THE TASK →
Extract every record, exactly as written, and ignore the pictures.

*** ENTRIES SUPPLIED ***

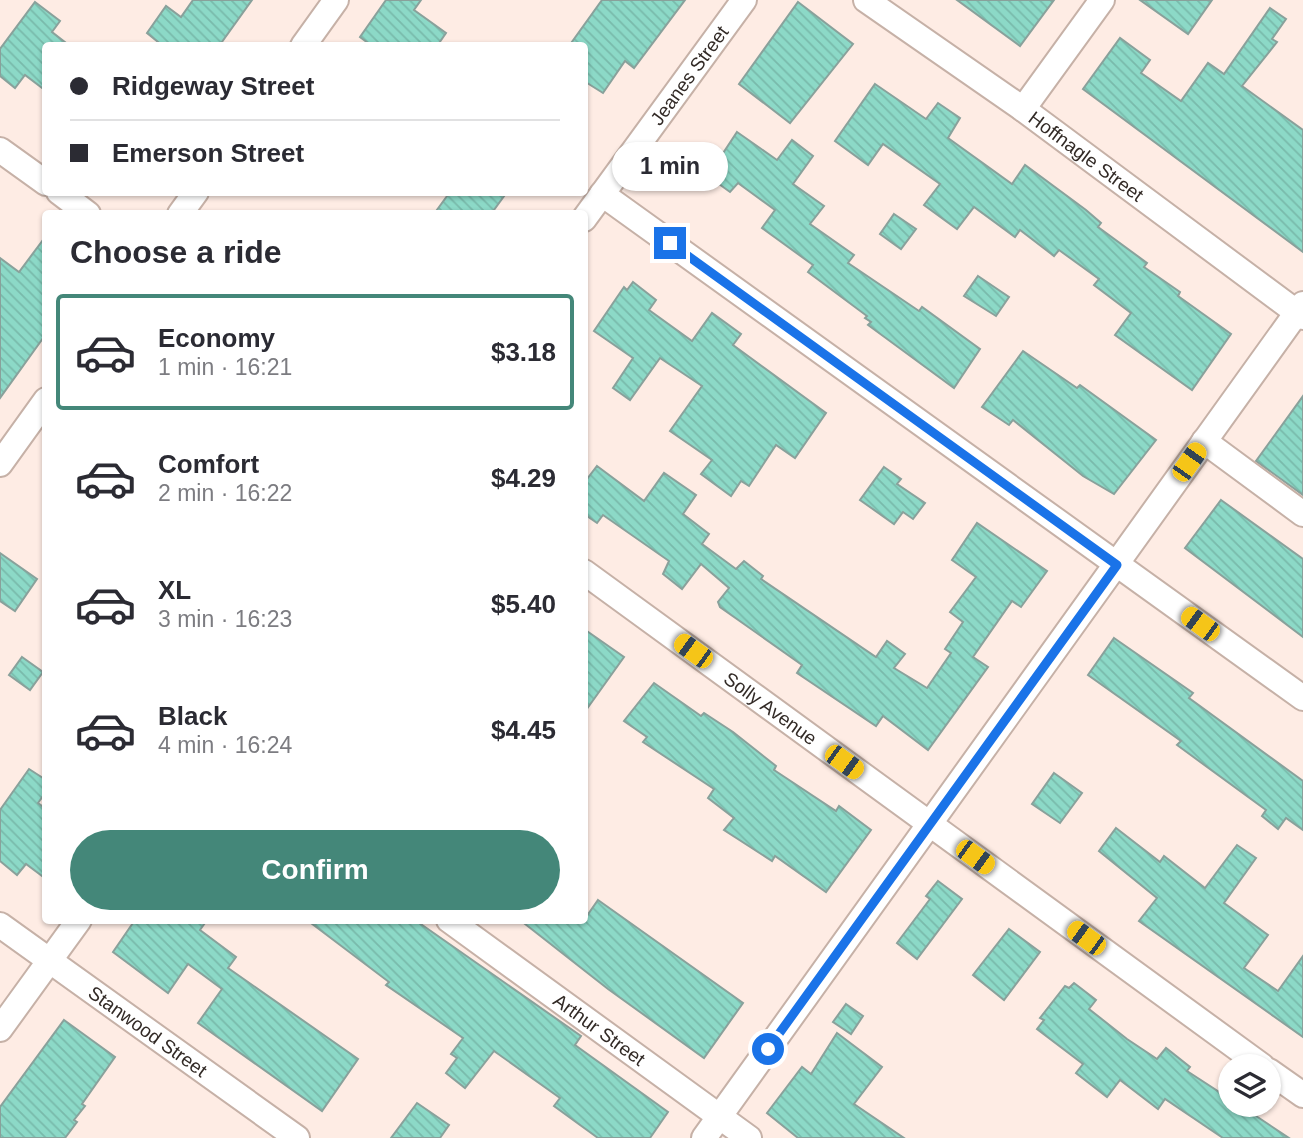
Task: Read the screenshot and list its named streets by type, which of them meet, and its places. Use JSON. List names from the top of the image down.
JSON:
{
  "streets": {
    "street": [
      "Jeanes Street",
      "Hoffnagle Street",
      "Solly Avenue",
      "Arthur Street",
      "Stanwood Street"
    ]
  },
  "page": {
    "banner": ["Ridgeway Street", "Emerson Street"],
    "bubble": "1 min",
    "heading": "Choose a ride",
    "list": [
      {
        "name": "Economy",
        "note": "1 min · 16:21",
        "value": "$3.18"
      },
      {
        "name": "Comfort",
        "note": "2 min · 16:22",
        "value": "$4.29"
      },
      {
        "name": "XL",
        "note": "3 min · 16:23",
        "value": "$5.40"
      },
      {
        "name": "Black",
        "note": "4 min · 16:24",
        "value": "$4.45"
      }
    ],
    "buttons": "Confirm"
  }
}
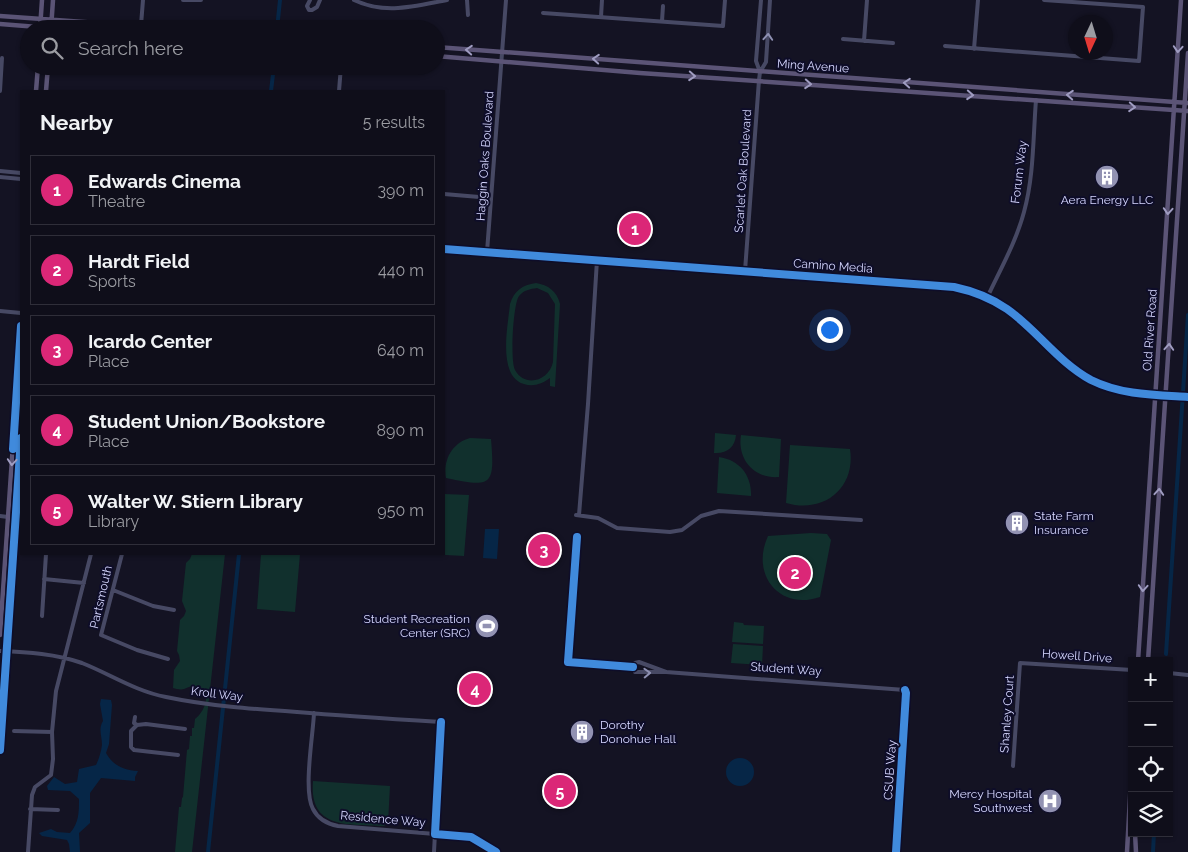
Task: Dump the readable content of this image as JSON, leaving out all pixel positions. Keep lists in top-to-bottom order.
{
  "streets": {
    "main road": ["Ming Avenue", "Old River Road"],
    "street": [
      "Haggin Oaks Boulevard",
      "Scarlet Oak Boulevard",
      "Forum Way",
      "Camino Media",
      "Partsmouth",
      "Howell Drive",
      "Student Way",
      "Kroll Way",
      "Shanley Court",
      "CSUB Way",
      "Residence Way"
    ]
  },
  "crossings": [
    ["Ming Avenue", "Haggin Oaks Boulevard"],
    ["Ming Avenue", "Scarlet Oak Boulevard"],
    ["Ming Avenue", "Forum Way"],
    ["Ming Avenue", "Old River Road"],
    ["Haggin Oaks Boulevard", "Camino Media"],
    ["Scarlet Oak Boulevard", "Camino Media"],
    ["Forum Way", "Camino Media"],
    ["Camino Media", "Old River Road"],
    ["Howell Drive", "Shanley Court"],
    ["Student Way", "CSUB Way"],
    ["Kroll Way", "Residence Way"]
  ],
  "places": {
    "building": ["Aera Energy LLC", "State Farm Insurance", "Dorothy Donohue Hall"],
    "sports": ["Student Recreation Center (SRC)"],
    "hospital": ["Mercy Hospital Southwest"]
  },
  "north": "bottom",
  "page": {
    "search": "Search here",
    "heading": ["Nearby", "5 results"],
    "list": [
      {
        "mark": "1",
        "name": "Edwards Cinema",
        "note": "Theatre",
        "value": "390 m"
      },
      {
        "mark": "2",
        "name": "Hardt Field",
        "note": "Sports",
        "value": "440 m"
      },
      {
        "mark": "3",
        "name": "Icardo Center",
        "note": "Place",
        "value": "640 m"
      },
      {
        "mark": "4",
        "name": "Student Union/Bookstore",
        "note": "Place",
        "value": "890 m"
      },
      {
        "mark": "5",
        "name": "Walter W. Stiern Library",
        "note": "Library",
        "value": "950 m"
      }
    ],
    "pins": [
      "1",
      "3",
      "2",
      "4",
      "5"
    ],
    "map_buttons": ["+", "−"]
  }
}
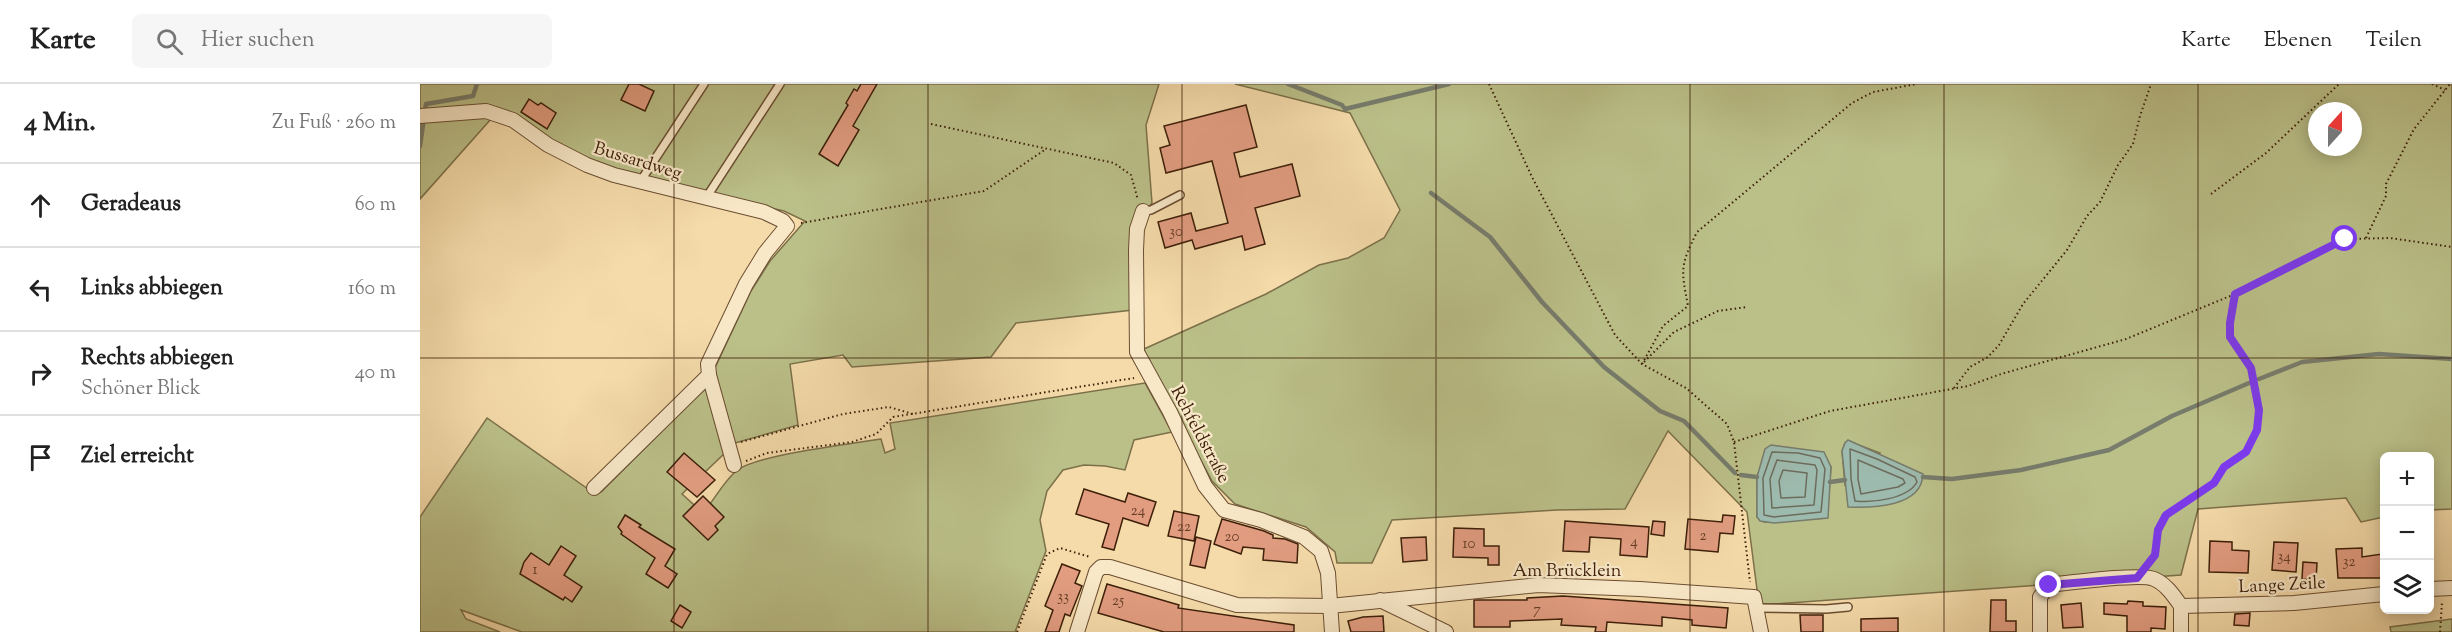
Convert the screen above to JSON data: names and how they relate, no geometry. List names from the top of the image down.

*** End of ENTRIES SUPPLIED ***

TASK RESULT →
Task: Read the screenshot and list its named streets by type, which of them meet, and its places. Use JSON. List names from the top of the image down.
JSON:
{
  "streets": {
    "street": [
      "Jeanes Street",
      "Hoffnagle Street",
      "Solly Avenue",
      "Arthur Street",
      "Stanwood Street"
    ]
  },
  "page": {
    "banner": ["Ridgeway Street", "Emerson Street"],
    "bubble": "1 min",
    "heading": "Choose a ride",
    "list": [
      {
        "name": "Economy",
        "note": "1 min · 16:21",
        "value": "$3.18"
      },
      {
        "name": "Comfort",
        "note": "2 min · 16:22",
        "value": "$4.29"
      },
      {
        "name": "XL",
        "note": "3 min · 16:23",
        "value": "$5.40"
      },
      {
        "name": "Black",
        "note": "4 min · 16:24",
        "value": "$4.45"
      }
    ],
    "buttons": "Confirm"
  }
}
Task: Dump the readable content of this image as JSON, leaving out all pixel positions. Keep lists in top-to-bottom order.
{
  "streets": {
    "main road": ["Ming Avenue", "Old River Road"],
    "street": [
      "Haggin Oaks Boulevard",
      "Scarlet Oak Boulevard",
      "Forum Way",
      "Camino Media",
      "Partsmouth",
      "Howell Drive",
      "Student Way",
      "Kroll Way",
      "Shanley Court",
      "CSUB Way",
      "Residence Way"
    ]
  },
  "crossings": [
    ["Ming Avenue", "Haggin Oaks Boulevard"],
    ["Ming Avenue", "Scarlet Oak Boulevard"],
    ["Ming Avenue", "Forum Way"],
    ["Ming Avenue", "Old River Road"],
    ["Haggin Oaks Boulevard", "Camino Media"],
    ["Scarlet Oak Boulevard", "Camino Media"],
    ["Forum Way", "Camino Media"],
    ["Camino Media", "Old River Road"],
    ["Howell Drive", "Shanley Court"],
    ["Student Way", "CSUB Way"],
    ["Kroll Way", "Residence Way"]
  ],
  "places": {
    "building": ["Aera Energy LLC", "State Farm Insurance", "Dorothy Donohue Hall"],
    "sports": ["Student Recreation Center (SRC)"],
    "hospital": ["Mercy Hospital Southwest"]
  },
  "north": "bottom",
  "page": {
    "search": "Search here",
    "heading": ["Nearby", "5 results"],
    "list": [
      {
        "mark": "1",
        "name": "Edwards Cinema",
        "note": "Theatre",
        "value": "390 m"
      },
      {
        "mark": "2",
        "name": "Hardt Field",
        "note": "Sports",
        "value": "440 m"
      },
      {
        "mark": "3",
        "name": "Icardo Center",
        "note": "Place",
        "value": "640 m"
      },
      {
        "mark": "4",
        "name": "Student Union/Bookstore",
        "note": "Place",
        "value": "890 m"
      },
      {
        "mark": "5",
        "name": "Walter W. Stiern Library",
        "note": "Library",
        "value": "950 m"
      }
    ],
    "pins": [
      "1",
      "3",
      "2",
      "4",
      "5"
    ],
    "map_buttons": ["+", "−"]
  }
}
Convert the screen above to JSON data: names and how they relate, no geometry. List names from the top of the image down.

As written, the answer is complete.